## Your instructions
Using the records provided below, locate and copy each line that contains the word "serif".

## Data for this exercise
-------
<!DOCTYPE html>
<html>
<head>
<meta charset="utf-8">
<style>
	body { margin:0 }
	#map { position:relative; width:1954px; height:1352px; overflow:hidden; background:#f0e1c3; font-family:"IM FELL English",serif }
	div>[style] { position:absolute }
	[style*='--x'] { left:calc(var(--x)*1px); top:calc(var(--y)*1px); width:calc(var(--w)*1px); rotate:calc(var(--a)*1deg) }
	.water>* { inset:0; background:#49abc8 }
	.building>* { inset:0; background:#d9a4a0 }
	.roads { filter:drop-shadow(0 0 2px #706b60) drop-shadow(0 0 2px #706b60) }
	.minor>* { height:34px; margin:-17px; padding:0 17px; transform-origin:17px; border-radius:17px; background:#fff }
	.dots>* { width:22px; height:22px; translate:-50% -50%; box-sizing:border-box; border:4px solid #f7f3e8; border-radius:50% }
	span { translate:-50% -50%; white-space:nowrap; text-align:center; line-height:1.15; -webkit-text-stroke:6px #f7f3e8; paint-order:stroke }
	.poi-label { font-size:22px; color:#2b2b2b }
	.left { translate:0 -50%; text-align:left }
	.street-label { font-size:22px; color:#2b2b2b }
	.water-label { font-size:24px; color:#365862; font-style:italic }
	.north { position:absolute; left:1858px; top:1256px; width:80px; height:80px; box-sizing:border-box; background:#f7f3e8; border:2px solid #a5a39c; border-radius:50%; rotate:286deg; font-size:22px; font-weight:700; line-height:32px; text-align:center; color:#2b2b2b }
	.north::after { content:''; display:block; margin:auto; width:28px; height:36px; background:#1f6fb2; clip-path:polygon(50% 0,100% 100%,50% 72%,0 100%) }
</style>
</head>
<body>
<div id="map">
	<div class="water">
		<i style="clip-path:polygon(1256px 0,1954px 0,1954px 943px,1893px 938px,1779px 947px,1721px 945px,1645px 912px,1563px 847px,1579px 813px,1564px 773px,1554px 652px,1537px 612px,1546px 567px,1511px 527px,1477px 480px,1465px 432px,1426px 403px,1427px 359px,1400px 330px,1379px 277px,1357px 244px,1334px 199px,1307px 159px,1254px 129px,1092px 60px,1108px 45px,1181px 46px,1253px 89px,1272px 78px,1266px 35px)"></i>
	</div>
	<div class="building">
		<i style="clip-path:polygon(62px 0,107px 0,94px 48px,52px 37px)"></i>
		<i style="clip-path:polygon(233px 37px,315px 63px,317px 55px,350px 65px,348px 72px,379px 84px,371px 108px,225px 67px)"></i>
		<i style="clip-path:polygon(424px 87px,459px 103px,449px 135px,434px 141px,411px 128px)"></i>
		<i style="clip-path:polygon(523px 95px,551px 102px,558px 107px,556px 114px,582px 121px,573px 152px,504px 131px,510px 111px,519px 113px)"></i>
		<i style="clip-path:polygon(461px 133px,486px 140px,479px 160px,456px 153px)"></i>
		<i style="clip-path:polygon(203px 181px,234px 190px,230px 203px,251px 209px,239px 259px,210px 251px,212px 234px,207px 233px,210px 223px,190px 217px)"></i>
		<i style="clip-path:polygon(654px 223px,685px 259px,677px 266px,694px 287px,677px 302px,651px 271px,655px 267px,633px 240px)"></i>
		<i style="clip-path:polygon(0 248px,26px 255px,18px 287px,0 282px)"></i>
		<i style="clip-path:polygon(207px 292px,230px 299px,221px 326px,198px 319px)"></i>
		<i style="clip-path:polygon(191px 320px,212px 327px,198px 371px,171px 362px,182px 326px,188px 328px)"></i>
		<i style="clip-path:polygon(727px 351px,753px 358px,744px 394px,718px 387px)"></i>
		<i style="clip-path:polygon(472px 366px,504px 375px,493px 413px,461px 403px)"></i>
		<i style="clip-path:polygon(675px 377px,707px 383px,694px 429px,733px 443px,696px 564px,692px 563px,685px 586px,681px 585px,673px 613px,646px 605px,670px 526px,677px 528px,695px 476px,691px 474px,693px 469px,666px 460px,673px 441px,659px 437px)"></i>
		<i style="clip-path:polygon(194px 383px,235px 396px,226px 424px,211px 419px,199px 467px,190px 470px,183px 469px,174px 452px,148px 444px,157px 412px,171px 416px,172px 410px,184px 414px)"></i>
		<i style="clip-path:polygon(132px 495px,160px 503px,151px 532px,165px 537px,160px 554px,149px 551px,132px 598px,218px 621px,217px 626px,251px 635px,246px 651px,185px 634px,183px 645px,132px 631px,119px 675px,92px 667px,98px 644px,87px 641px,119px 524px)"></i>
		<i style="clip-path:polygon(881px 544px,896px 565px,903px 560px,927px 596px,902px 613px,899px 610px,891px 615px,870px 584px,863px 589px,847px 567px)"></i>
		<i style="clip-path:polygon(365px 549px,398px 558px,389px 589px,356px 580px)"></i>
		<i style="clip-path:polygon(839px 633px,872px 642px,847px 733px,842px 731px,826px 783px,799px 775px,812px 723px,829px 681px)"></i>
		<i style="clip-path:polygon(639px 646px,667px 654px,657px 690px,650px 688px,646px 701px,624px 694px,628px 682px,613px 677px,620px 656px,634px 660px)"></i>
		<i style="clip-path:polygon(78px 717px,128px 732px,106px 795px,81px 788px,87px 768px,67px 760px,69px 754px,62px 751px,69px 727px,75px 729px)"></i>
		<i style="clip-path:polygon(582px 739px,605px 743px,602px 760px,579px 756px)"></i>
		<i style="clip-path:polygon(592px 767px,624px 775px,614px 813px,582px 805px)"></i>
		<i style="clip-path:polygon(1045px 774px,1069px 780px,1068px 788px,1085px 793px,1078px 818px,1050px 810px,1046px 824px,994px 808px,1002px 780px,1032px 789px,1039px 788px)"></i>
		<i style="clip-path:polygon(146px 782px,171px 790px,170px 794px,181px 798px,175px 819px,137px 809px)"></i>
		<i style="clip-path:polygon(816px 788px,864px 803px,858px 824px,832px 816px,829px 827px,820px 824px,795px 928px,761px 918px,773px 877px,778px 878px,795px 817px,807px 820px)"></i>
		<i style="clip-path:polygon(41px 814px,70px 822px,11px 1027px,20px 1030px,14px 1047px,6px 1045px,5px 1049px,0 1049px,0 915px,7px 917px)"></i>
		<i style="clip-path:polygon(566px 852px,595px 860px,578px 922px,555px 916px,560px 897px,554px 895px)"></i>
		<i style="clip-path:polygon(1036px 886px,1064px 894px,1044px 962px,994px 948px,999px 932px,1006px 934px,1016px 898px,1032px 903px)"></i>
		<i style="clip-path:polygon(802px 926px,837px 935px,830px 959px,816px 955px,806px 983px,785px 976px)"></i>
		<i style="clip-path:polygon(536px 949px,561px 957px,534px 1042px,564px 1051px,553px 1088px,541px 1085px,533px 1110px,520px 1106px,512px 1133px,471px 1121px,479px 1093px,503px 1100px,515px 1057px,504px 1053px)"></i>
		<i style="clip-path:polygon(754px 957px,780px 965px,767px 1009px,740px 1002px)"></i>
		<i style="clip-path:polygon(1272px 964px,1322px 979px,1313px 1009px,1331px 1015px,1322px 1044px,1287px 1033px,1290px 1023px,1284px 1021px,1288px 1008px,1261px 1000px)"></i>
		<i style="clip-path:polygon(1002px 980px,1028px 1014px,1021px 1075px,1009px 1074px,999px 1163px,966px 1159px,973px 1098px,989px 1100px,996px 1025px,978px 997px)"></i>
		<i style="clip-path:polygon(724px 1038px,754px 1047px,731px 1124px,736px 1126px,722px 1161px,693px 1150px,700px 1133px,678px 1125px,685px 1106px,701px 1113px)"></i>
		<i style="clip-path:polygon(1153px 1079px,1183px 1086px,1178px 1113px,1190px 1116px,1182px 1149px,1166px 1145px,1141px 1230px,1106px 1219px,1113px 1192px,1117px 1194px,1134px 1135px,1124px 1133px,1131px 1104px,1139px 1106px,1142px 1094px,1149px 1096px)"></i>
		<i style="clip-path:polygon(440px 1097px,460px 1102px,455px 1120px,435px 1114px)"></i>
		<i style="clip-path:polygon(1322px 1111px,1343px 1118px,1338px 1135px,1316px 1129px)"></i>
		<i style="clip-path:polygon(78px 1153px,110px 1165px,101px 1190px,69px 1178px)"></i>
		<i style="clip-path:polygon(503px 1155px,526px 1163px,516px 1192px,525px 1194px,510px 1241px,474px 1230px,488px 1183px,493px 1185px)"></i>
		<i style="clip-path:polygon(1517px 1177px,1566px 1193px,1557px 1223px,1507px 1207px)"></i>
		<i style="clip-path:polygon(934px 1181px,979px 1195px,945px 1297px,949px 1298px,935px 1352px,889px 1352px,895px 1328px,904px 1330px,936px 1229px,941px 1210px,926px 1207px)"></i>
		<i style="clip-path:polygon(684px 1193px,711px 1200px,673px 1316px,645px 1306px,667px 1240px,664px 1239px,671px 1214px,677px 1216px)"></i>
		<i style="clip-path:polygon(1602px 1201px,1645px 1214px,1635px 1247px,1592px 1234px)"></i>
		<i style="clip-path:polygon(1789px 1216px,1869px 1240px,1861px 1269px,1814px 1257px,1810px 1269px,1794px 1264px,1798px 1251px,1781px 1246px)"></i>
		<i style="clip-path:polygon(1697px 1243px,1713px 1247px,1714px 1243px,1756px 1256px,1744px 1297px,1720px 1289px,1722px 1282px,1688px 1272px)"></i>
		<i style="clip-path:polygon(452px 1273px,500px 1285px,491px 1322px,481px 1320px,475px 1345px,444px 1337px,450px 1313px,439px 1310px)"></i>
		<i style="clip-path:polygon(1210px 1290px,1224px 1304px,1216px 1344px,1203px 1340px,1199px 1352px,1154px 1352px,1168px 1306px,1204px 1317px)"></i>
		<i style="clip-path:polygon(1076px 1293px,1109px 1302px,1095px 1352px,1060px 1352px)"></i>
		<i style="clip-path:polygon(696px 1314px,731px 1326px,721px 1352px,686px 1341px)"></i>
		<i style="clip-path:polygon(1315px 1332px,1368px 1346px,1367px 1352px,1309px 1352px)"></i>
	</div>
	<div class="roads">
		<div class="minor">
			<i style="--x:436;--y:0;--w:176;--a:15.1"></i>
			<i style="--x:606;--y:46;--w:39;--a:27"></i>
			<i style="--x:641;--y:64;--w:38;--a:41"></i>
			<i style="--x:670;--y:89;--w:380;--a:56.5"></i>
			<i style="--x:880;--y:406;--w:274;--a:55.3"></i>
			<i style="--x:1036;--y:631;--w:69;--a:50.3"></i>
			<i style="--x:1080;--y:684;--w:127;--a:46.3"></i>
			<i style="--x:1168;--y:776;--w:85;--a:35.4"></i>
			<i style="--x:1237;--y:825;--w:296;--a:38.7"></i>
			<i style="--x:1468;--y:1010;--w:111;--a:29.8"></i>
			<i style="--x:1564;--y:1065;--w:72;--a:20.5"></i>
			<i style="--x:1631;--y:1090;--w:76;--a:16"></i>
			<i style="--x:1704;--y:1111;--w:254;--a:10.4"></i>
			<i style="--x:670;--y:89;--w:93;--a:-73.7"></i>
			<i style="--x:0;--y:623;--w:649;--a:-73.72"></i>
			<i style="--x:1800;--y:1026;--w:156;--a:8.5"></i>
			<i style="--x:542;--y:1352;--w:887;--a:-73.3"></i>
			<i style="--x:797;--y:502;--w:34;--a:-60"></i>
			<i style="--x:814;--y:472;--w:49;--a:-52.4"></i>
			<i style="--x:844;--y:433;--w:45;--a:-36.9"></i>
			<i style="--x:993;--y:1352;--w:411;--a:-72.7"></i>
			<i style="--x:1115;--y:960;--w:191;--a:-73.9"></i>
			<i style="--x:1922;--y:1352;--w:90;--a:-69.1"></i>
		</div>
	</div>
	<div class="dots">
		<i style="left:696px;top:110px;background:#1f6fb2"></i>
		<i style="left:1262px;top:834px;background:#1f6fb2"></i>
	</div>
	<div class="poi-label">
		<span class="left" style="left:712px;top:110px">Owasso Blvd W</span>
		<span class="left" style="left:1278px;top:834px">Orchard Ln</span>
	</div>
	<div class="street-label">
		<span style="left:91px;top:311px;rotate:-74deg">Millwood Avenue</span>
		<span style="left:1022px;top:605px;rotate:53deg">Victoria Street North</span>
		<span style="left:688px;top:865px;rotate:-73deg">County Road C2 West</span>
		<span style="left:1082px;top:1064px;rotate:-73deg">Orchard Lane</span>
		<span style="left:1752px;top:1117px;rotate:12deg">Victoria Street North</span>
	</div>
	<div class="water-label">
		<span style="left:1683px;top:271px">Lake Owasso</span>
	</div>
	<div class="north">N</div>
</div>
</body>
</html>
-------
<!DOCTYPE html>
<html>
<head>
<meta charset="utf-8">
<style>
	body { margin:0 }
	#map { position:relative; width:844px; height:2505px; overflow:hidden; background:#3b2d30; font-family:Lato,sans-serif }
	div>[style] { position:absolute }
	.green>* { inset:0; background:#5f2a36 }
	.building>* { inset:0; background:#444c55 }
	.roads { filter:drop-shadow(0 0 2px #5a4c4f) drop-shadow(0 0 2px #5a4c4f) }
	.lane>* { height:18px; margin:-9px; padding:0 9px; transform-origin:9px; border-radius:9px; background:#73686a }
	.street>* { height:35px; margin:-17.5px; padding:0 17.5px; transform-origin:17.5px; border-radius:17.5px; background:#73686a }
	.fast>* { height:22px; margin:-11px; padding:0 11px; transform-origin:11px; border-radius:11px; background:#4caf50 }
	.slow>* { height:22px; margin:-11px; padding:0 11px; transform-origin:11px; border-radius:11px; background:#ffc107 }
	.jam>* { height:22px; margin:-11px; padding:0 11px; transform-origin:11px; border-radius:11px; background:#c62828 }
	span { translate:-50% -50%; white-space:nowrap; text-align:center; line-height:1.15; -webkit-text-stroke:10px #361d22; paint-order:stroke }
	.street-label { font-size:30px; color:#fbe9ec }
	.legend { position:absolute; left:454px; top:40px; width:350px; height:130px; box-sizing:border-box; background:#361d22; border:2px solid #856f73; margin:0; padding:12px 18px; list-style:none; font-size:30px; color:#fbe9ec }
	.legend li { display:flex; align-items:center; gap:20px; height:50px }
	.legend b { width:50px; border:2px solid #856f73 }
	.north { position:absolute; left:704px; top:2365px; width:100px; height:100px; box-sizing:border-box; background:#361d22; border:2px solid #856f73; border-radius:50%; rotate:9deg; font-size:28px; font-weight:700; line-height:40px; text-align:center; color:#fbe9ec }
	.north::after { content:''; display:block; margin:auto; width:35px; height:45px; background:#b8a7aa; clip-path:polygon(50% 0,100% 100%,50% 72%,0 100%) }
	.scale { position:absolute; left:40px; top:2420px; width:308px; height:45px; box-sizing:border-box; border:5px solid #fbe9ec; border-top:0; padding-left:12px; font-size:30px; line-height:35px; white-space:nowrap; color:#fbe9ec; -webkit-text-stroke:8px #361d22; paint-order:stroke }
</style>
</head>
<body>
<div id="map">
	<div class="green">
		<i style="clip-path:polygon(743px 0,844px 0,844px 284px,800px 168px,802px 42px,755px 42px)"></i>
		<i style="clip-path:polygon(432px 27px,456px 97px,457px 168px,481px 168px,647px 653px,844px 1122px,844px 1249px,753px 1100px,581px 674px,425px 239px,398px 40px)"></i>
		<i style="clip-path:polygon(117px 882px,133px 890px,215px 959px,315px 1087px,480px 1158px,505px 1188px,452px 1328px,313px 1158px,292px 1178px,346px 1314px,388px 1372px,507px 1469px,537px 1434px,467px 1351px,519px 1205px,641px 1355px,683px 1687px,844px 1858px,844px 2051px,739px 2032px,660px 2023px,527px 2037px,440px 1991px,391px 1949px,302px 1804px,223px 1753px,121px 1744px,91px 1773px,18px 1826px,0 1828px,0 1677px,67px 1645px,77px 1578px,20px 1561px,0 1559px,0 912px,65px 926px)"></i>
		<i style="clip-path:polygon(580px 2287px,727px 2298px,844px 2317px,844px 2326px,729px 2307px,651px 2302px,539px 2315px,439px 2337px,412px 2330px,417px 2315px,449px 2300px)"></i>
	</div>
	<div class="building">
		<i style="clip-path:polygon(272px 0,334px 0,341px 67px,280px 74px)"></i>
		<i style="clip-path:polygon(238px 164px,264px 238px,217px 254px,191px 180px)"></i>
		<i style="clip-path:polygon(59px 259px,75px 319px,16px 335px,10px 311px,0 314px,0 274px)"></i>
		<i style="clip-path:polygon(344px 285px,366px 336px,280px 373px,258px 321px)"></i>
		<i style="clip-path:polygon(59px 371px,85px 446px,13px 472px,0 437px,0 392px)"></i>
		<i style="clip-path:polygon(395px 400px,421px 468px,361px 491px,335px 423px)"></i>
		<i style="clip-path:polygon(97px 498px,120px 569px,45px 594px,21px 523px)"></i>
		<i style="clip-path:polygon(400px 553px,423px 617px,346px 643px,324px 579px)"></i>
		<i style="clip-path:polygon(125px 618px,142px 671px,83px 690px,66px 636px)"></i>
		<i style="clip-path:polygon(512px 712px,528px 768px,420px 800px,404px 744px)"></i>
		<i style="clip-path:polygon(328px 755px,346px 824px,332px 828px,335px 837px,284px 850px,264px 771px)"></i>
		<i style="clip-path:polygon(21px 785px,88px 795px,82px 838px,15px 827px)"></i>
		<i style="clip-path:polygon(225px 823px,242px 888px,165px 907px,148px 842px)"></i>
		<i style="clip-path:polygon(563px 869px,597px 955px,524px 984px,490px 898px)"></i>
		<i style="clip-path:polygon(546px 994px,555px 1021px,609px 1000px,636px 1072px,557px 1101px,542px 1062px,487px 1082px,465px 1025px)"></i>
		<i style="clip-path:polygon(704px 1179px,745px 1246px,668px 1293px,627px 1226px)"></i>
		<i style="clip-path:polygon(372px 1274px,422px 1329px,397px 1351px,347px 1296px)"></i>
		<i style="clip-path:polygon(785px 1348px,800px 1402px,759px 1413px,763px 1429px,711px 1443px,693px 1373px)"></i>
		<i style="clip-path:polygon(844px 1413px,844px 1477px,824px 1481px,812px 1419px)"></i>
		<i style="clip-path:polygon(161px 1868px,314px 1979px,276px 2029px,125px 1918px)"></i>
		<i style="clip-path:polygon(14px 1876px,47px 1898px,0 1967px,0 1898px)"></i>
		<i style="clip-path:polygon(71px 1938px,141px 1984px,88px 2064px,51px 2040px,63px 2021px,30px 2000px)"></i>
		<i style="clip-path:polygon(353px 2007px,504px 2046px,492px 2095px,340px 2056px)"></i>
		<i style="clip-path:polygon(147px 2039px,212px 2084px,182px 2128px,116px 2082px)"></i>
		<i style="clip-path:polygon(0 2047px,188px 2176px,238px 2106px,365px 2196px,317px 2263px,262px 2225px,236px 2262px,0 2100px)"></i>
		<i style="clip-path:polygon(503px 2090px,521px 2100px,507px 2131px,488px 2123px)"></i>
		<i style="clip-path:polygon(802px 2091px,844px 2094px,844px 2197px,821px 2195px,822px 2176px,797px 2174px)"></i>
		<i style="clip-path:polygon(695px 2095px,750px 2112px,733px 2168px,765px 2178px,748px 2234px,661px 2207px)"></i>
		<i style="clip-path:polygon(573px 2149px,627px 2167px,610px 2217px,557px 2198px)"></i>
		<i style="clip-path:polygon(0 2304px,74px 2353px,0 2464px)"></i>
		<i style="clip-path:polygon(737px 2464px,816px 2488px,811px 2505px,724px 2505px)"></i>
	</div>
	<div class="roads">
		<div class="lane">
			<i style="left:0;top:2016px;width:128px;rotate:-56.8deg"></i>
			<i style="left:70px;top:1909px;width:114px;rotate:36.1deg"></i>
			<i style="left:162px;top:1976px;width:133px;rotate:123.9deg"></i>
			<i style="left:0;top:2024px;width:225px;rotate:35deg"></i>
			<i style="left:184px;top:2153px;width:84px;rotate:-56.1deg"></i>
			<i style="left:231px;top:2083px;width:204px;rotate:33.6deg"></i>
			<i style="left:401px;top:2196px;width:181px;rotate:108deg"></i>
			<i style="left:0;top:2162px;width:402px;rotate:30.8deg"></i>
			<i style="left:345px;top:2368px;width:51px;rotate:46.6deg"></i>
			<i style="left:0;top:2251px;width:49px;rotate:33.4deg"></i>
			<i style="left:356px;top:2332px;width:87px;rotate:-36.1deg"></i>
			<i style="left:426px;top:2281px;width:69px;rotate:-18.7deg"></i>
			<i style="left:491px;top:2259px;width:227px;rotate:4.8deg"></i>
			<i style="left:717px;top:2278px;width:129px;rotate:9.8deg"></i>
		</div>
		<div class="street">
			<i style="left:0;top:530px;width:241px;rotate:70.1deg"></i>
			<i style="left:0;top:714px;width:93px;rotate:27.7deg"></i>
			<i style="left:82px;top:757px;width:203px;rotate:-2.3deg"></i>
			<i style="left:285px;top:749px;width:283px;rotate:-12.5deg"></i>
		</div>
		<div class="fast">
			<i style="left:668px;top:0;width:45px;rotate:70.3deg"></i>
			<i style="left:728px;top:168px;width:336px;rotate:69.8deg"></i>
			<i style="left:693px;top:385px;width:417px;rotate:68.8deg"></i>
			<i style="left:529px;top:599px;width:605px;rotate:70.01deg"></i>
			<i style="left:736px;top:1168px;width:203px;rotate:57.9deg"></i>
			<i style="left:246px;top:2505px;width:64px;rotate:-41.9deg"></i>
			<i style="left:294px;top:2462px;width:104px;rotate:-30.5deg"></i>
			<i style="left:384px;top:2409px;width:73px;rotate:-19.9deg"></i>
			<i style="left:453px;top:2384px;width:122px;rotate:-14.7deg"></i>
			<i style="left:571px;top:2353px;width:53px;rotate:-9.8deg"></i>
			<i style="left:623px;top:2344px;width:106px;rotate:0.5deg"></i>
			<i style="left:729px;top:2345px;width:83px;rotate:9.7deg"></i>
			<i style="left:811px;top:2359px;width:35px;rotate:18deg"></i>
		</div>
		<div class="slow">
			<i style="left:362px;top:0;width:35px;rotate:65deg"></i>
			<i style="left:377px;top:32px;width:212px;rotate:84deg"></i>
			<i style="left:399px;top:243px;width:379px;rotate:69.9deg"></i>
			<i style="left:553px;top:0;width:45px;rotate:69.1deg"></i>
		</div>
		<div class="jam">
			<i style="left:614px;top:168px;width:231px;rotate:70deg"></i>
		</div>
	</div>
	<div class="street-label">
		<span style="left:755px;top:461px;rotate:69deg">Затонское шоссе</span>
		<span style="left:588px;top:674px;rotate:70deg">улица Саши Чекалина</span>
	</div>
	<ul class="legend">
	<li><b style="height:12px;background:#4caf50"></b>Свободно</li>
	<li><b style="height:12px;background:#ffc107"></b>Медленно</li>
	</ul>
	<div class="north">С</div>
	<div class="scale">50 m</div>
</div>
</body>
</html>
-------
## Task response
	#map { position:relative; width:1954px; height:1352px; overflow:hidden; background:#f0e1c3; font-family:"IM FELL English",serif }
	#map { position:relative; width:844px; height:2505px; overflow:hidden; background:#3b2d30; font-family:Lato,sans-serif }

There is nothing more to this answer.